In December 2021, Lumpini Stadium hosted a beauty pageant for trans contestants, organised by the Lumpinee Go Sport promotion. This is part of the work that Nong Toom has been doing, and she took part as one of the judges.

One of the requirements of the contestants was to ‘love the art of Mae Mai Muay Thai’. During the pageant, contestants dressed in Muay Thai shorts and gloves, as well as gowns. This was not a beauty pageant for fighters (like the Miss Muay Siam pageant of 2013 and 2016). Instead, this was a pageant to promote acceptance of trans people, using Muay Thai as a theme.

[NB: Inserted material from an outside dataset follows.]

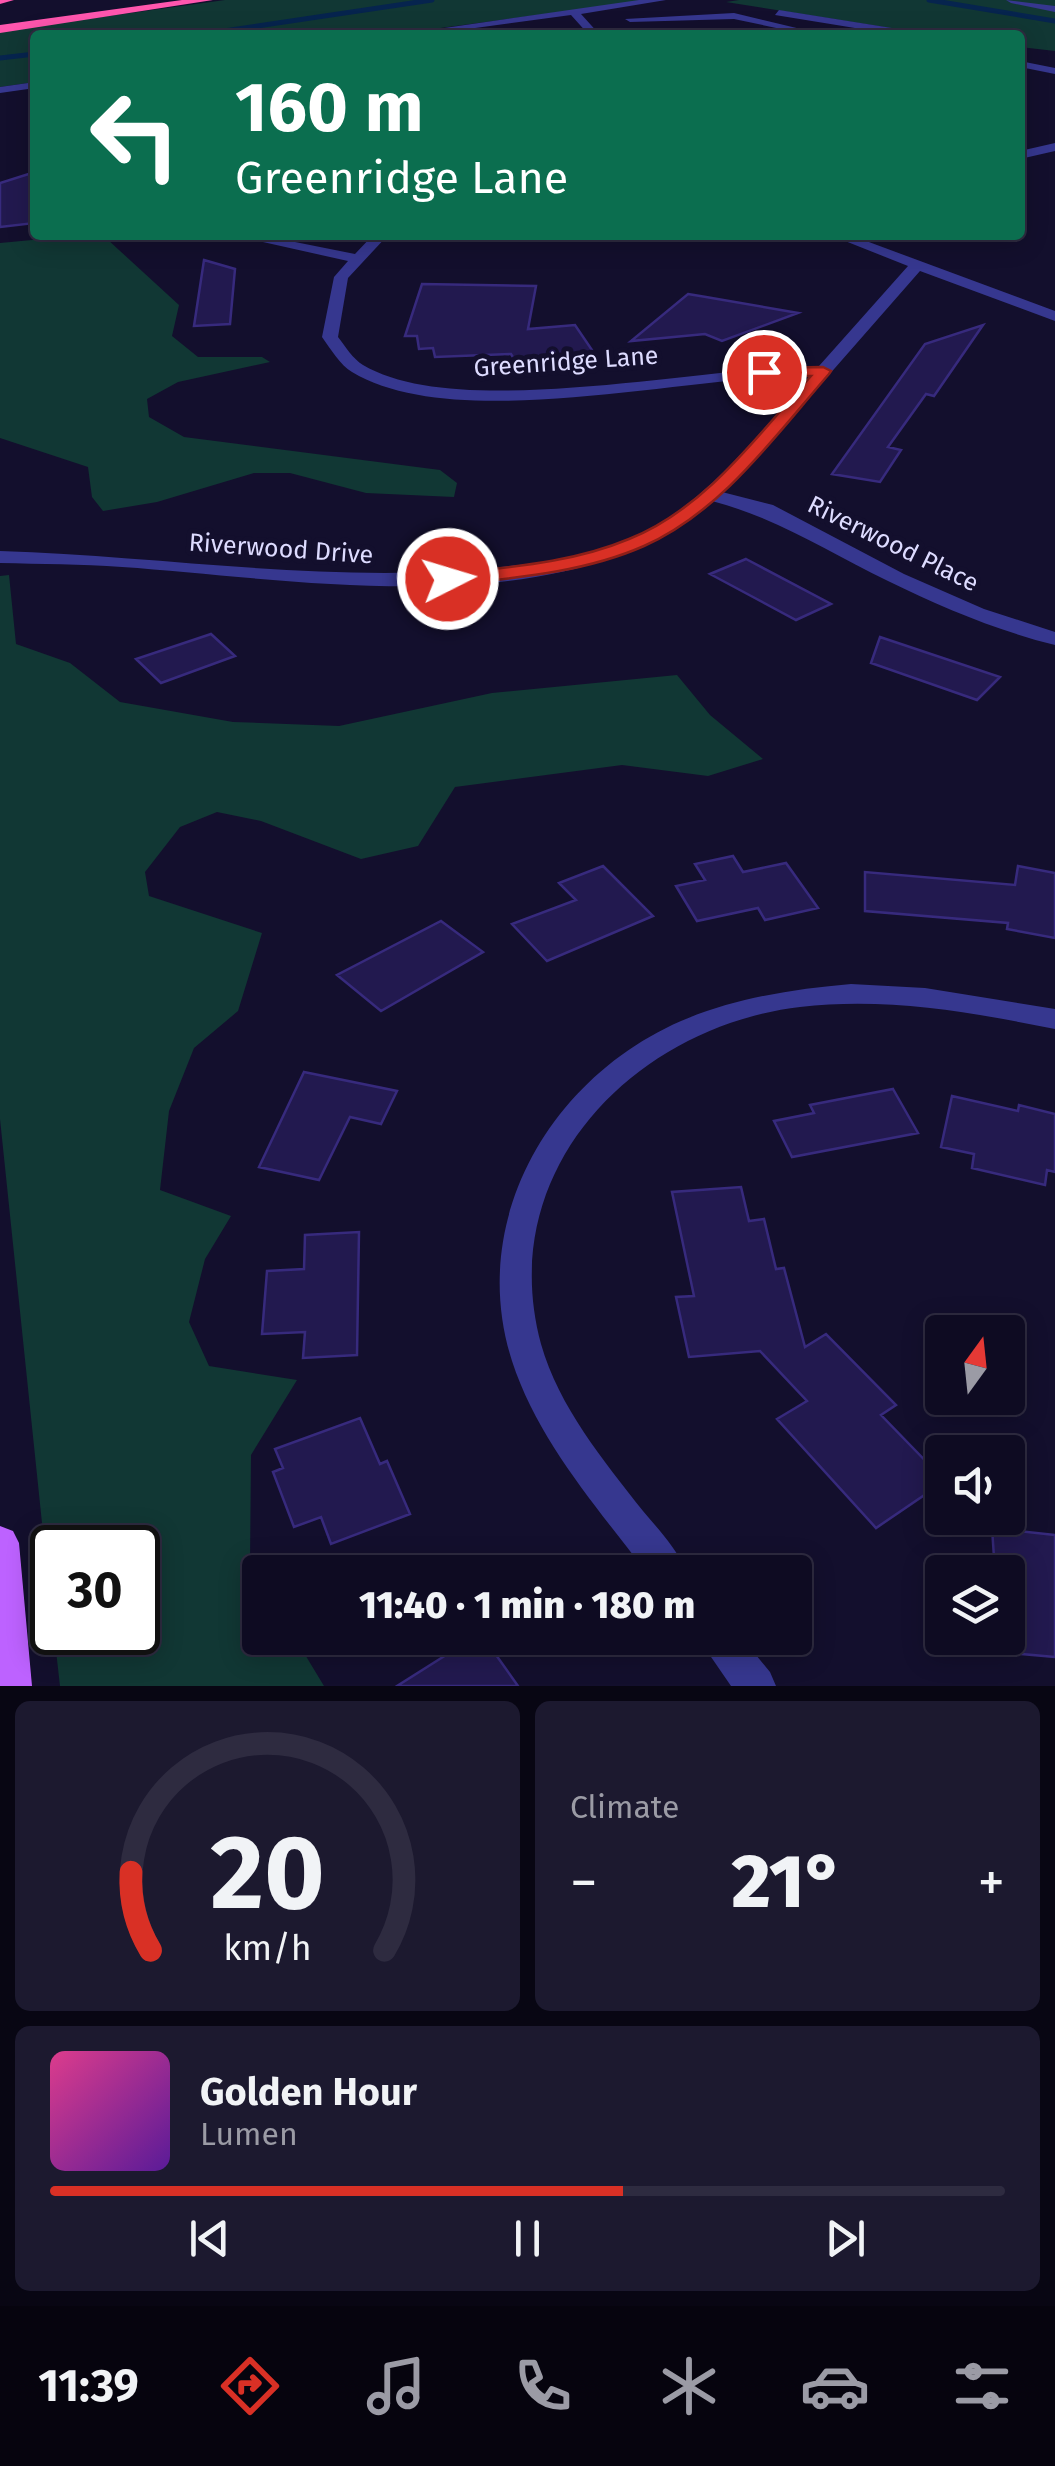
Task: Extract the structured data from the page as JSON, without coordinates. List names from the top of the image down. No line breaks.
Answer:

Opportunities and Barriers for Thailand’s Trans Muay Thai Fighters

Nong Toom made several TV appearances with Angie, and has mentioned a desire to get Nong Rose and Plerngarom involved in more of the work she’s currently doing, too. However, she says that since Nong Rose is now in such high demand, this has been difficult to put together. She’s even hinted at the prospect of putting on her own fight promotion. In the meantime, she’s doing all she can to raise the profile of upcoming trans fighters.

In September 2022, she publicly thanked Lumpini Stadium for allowing trans fighters to take the stage there, teasing the announcement of an upcoming bout. Two days later, she announced that Plerngarom Sor. Boonchai will be fighting there that same month. She was matched up with a male opponent, Narongrit RongrienGila Phitsanulok.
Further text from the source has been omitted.